PIKEVILLE, Ky. (WYMT) – The Pike County Extension Fine Arts and the University of Kentucky College of Fine Arts brought Rae Goodwin, a professor and artist, to Pike Central High School to host workshops on Friday.
Goodwin’s interactive art project, called “Grandparents as Superheroes,” is meant to help children see the hidden “superpowers” their grandparents have. It is an expansion of Goodwin’s long-term social practice project, “Grandmothers as Super Heroes,” which has brought art and parades to Europe and states across the U.S.
“It’s just time to shine a beautiful light on a population of our society that gives us strength and wisdom,” said professor and artist Rae Goodwin. “A grandparent doesn’t have to be kin. They don’t have to be someone who is biologically related to us. It could be an elder in our life – an older person- who gives us support, strength, wisdom.”
In the newly-curated workshops, paid for by a grant from the extension office, kids from across the region are invited to come up with superhero names for their grandparents or grandparent figures. The names come from characteristics they discuss about their heroes. They are then asked to draw pictures of their grandparents as those superheroes.
“A lot of people are raising their grandchildren and, so, art is one of those things that connects everybody,” said Extension Fine Arts Agent Kristy Porter.
Those involved said they think this is a nice way for children to recognize the impact grandparents have in their lives, and gives them a moment to reflect on the real identity of their caregivers, outside of the role they serve as a grandparent.
“Think about what their grandparents do. Not what they do or don’t do for them, what they do in their lives as an autonomous person,” said Goodwin.

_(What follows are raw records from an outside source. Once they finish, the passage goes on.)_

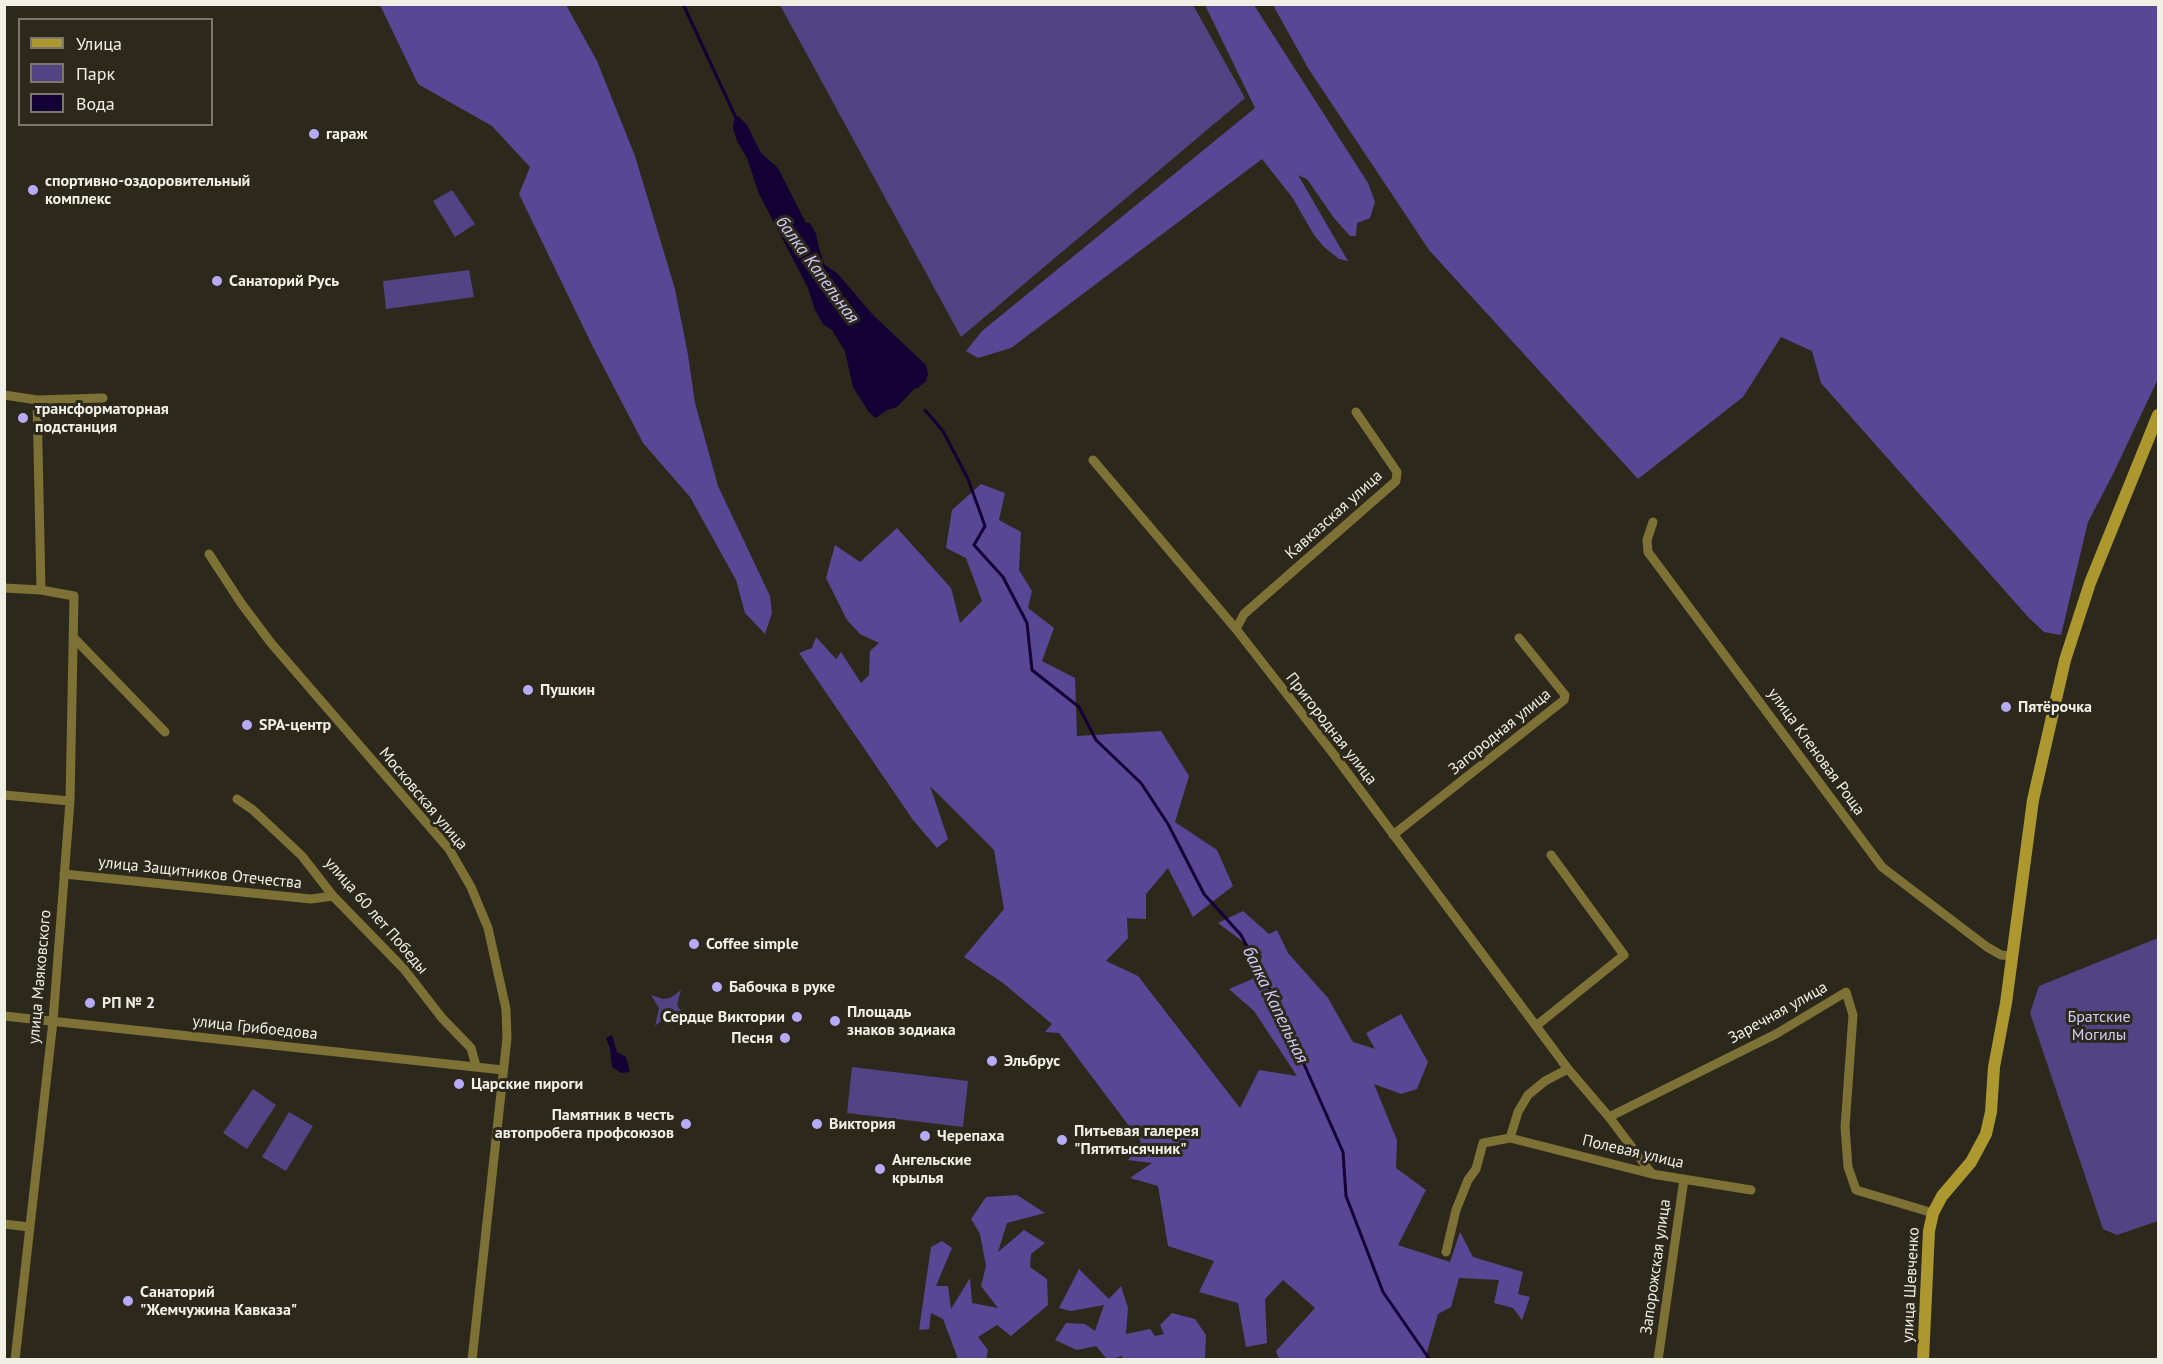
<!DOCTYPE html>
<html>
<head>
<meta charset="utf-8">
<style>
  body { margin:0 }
  #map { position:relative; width:2163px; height:1364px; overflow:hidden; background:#2c291c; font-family:"PT Sans",sans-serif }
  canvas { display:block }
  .frame { position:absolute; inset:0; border:6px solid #f0efe6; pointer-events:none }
  .legend { position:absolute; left:18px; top:18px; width:195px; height:108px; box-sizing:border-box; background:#2c291c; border:2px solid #7a786d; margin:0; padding:8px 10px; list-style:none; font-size:18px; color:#f0efe6 }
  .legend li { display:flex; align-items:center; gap:12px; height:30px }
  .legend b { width:30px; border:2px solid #7a786d }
</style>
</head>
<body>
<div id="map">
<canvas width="2163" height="1364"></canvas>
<div class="frame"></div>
<ul class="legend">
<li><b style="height:8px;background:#ad9830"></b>Улица</li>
<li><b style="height:16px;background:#514384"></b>Парк</li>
<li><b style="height:16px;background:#130035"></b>Вода</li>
</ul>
</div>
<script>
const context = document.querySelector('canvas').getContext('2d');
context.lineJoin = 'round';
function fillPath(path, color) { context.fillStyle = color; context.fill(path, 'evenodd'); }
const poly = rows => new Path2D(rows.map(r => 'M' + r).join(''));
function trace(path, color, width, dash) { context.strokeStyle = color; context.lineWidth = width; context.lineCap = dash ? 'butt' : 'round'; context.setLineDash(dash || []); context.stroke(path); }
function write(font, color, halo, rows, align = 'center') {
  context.font = font + ' "PT Sans",sans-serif'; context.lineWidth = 6; context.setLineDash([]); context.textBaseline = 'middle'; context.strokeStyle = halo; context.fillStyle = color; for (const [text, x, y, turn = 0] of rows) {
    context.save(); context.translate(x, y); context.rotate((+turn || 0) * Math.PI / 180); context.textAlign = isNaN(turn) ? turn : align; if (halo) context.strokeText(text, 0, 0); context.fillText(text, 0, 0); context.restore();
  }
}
const green = poly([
  [780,5,1193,5,1245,98,961,337],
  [452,190,475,224,455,237,433,201],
  [469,270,474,297,386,309,383,281],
  [2158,938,2158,1221,2117,1235,2103,1229,2030,1013,2039,986],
  [681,990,677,1005,687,1020,677,1016,666,1017,655,1026,659,1008,651,995,663,999,670,998],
  [852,1067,968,1081,963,1127,847,1113],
  [253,1089,276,1105,247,1149,223,1133],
  [289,1112,313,1126,286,1171,262,1157]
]);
const forest = poly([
  [380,5,566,5,597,61,635,156,675,289,688,355,695,403,718,486,770,596,772,613,765,634,745,613,736,580,690,497,643,443,592,345,519,194,530,167,492,126,418,84],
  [1205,5,1254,5,1368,183,1375,202,1370,218,1357,223,1356,236,1350,236,1334,218,1307,179,1298,175,1348,261,1339,259,1324,247,1314,235,1292,197,1262,159,1011,348,978,358,966,351,982,331,1255,108],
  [1273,5,2158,5,2158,379,2113,474,2088,522,2061,635,2044,632,2029,618,1821,383,1812,351,1781,337,1743,397,1638,479,1429,250,1308,68],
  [981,484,1005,493,999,520,1021,532,1019,570,1032,591,1028,608,1054,628,1042,661,1075,678,1077,736,1161,731,1189,776,1175,822,1217,850,1233,886,1193,917,1168,868,1146,894,1146,919,1127,918,1128,938,1106,961,1138,976,1240,1108,1259,1070,1297,1076,1254,1011,1229,989,1257,977,1262,956,1218,923,1243,911,1269,934,1277,930,1288,953,1328,998,1353,1042,1375,1049,1366,1033,1401,1014,1428,1062,1417,1089,1401,1094,1374,1084,1397,1140,1396,1168,1426,1190,1398,1245,1450,1262,1460,1232,1473,1257,1523,1272,1518,1294,1530,1297,1522,1320,1513,1308,1494,1303,1499,1280,1459,1278,1451,1307,1438,1314,1425,1359,1279,1359,1276,1351,1315,1308,1283,1280,1265,1299,1267,1343,1246,1347,1238,1303,1199,1292,1214,1261,1168,1246,1158,1186,1130,1178,1152,1163,1128,1160,1141,1142,1059,1033,1045,1032,1052,1024,1003,983,964,957,1004,909,994,850,930,786,948,839,937,848,913,820,799,653,812,648,816,637,836,659,841,652,861,683,869,675,870,651,879,643,860,634,847,620,826,578,835,545,860,562,897,528,951,588,960,623,982,601,966,558,946,548,952,510],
  [1017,1195,1045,1213,1007,1223,998,1252,1024,1230,1045,1243,1031,1254,1030,1267,1047,1279,1048,1305,1011,1336,997,1325,978,1337,988,1350,986,1359,958,1359,943,1319,931,1313,929,1329,919,1330,931,1247,942,1241,952,1248,936,1286,948,1286,951,1309,970,1278,972,1303,998,1308,981,1286,986,1266,980,1234,971,1219,986,1197],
  [1079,1269,1109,1299,1121,1286,1128,1308,1126,1334,1150,1329,1155,1336,1164,1334,1160,1325,1172,1313,1195,1319,1206,1335,1205,1358,1126,1360,1121,1356,1113,1359,1107,1359,1096,1346,1077,1350,1055,1340,1066,1323,1085,1324,1095,1331,1104,1305,1071,1311,1059,1308]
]);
const water = poly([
  [735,116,739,117,747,125,761,153,778,168,806,223,810,223,816,234,820,252,825,265,838,274,873,315,926,365,928,374,926,381,918,388,914,389,897,407,887,410,877,417,875,418,868,411,853,387,845,351,832,330,823,324,815,310,808,288,759,194,747,158,737,141,733,127],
  [612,1035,617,1052,626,1057,630,1072,621,1073,612,1067,610,1048,606,1038]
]);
const stream = poly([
  [683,4,737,120],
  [925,410,943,431,968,479,985,526,974,545,1003,577,1027,623,1032,670,1079,707,1096,740,1141,783,1168,824,1204,894,1241,935,1276,1001,1343,1152,1346,1196,1383,1292,1430,1360]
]);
const street = poly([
  [4,395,37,400,103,398],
  [37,400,41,590],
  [1093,460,1236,629,1335,756,1568,1069,1609,1117,1652,1174],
  [1653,522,1647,540,1648,552,1882,867,1987,947,2001,955,2012,956],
  [209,554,241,603,271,643,449,849,471,887,488,928,506,1009,507,1038,472,1360],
  [4,588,41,590,74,596,70,801,53,1021,15,1360],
  [1236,629,1244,614,1396,481,1397,472,1356,412],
  [73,637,165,732],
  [4,795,70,801],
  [237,799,253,810,302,856,333,896,404,969,442,1018,471,1048,476,1066],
  [1393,835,1564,700,1565,695,1519,638],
  [64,874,311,899,333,896],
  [4,1016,503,1070],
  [1536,1026,1624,955,1551,855],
  [1609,1117,1776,1034,1846,992,1853,1015,1845,1127,1848,1167,1856,1190,1933,1213],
  [1510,1138,1652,1174,1751,1190],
  [4,1224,29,1227],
  [1446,1252,1456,1210,1468,1180,1476,1169,1483,1143,1510,1138,1518,1112,1528,1095,1545,1081,1568,1069],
  [1658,1360,1684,1179]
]);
const secondary = poly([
  [1923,1360,1929,1231,1933,1213,1942,1196,1971,1162,1986,1134,1991,1112,1994,1067,2006,1003,2033,800,2065,660,2090,583,2158,415]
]);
const markers = [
  [314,134,6,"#b7abf8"],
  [33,190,6,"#b7abf8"],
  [217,281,6,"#b7abf8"],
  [23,418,6,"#b7abf8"],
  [528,690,6,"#b7abf8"],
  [2006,707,6,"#b7abf8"],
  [247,725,6,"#b7abf8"],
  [694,944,6,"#b7abf8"],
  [717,987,6,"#b7abf8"],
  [90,1003,6,"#b7abf8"],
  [797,1017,6,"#b7abf8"],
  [835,1021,6,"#b7abf8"],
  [785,1038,6,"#b7abf8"],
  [992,1061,6,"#b7abf8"],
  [459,1084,6,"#b7abf8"],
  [686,1124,6,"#b7abf8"],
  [817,1124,6,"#b7abf8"],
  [925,1136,6,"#b7abf8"],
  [1062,1140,6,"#b7abf8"],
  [880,1169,6,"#b7abf8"],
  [128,1301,6,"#b7abf8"]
];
const poiNames = [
  ["гараж",326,134],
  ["спортивно-оздоровительный",45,181],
  ["комплекс",45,199],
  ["Санаторий Русь",229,281],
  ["трансформаторная",35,409],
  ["подстанция",35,427],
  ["Пушкин",540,690],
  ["Пятёрочка",2018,707],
  ["SPA-центр",259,725],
  ["Coffee simple",706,944],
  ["Бабочка в руке",729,987],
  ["РП № 2",102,1003],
  ["Площадь",847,1012],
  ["знаков зодиака",847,1030],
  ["Сердце Виктории",785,1017,"right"],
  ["Песня",773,1038,"right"],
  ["Эльбрус",1004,1061],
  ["Царские пироги",471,1084],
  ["Памятник в честь",674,1115,"right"],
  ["автопробега профсоюзов",674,1133,"right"],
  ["Виктория",829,1124],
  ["Питьевая галерея",1074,1131],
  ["\"Пятитысячник\"",1074,1149],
  ["Черепаха",937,1136],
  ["Ангельские",892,1160],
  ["крылья",892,1178],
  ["Санаторий",140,1292],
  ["\"Жемчужина Кавказа\"",140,1310]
];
const streetNames = [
  ["Кавказская улица",1334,515,-42],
  ["Пригородная улица",1331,729,52],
  ["Загородная улица",1500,732,-39],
  ["улица Кленовая Роща",1816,752,54],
  ["Московская улица",423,799,50],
  ["улица Защитников Отечества",200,873,6],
  ["улица 60 лет Победы",376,916,49],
  ["улица Маяковского",40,977,-85],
  ["Заречная улица",1778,1013,-29],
  ["улица Грибоедова",255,1028,6],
  ["Полевая улица",1633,1152,13],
  ["Запорожская улица",1656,1267,-82],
  ["улица Шевченко",1911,1285,-87]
];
const parkNames = [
  ["Братские",2099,1017],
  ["Могилы",2099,1035]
];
const waterNames = [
  ["балка Капельная",817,270,54],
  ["балка Капельная",1275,1005,64]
];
fillPath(green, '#514384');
fillPath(forest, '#584794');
fillPath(water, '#130035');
trace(stream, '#130035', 3);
trace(street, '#7d7135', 9);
trace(secondary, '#ad9830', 12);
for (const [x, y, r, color] of markers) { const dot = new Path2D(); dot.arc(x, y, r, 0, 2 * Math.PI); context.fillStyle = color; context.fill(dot); trace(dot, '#2c291c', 2); }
write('bold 16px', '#f0efe6', '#2c291c', poiNames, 'left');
write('16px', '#f0efe6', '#2c291c', streetNames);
write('16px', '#d1ccf7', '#2c291c', parkNames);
write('italic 18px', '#cfcaf5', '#2c291c', waterNames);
</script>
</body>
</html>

Goodwin said the comic book panels come together as a sort of patchwork, which is just a glowing example of the culture and impact grandparents have.
“They’re both the fabric and the thread that hold it all together as a culture,” she said.
It was, however, about more than realizing who their grandparent figures truly are. The program is also a bridge-builder for the UK Fine Arts program as students are challenged to discover their own identity in the world of art.
“Anytime you can touch the art, you can bring more awareness to your life with the arts,” said State Specialist for Extension Fine Arts Stephanie Richards. “And some people may want to follow a career in art, some people may just know that having the arts in their life makes their life better.”
The program doubles as a recruitment tool for the school, offering connections for the students who may not otherwise have access to the discussion about art as a career or side hustle.
“To give them role models for what it’s like,” said Richards. “We’re bridging that communication and education gap.”
The program provided interested students with the information to follow up in future discussions and potential tours of the college, allowing them to be immersed in the world of fine arts education.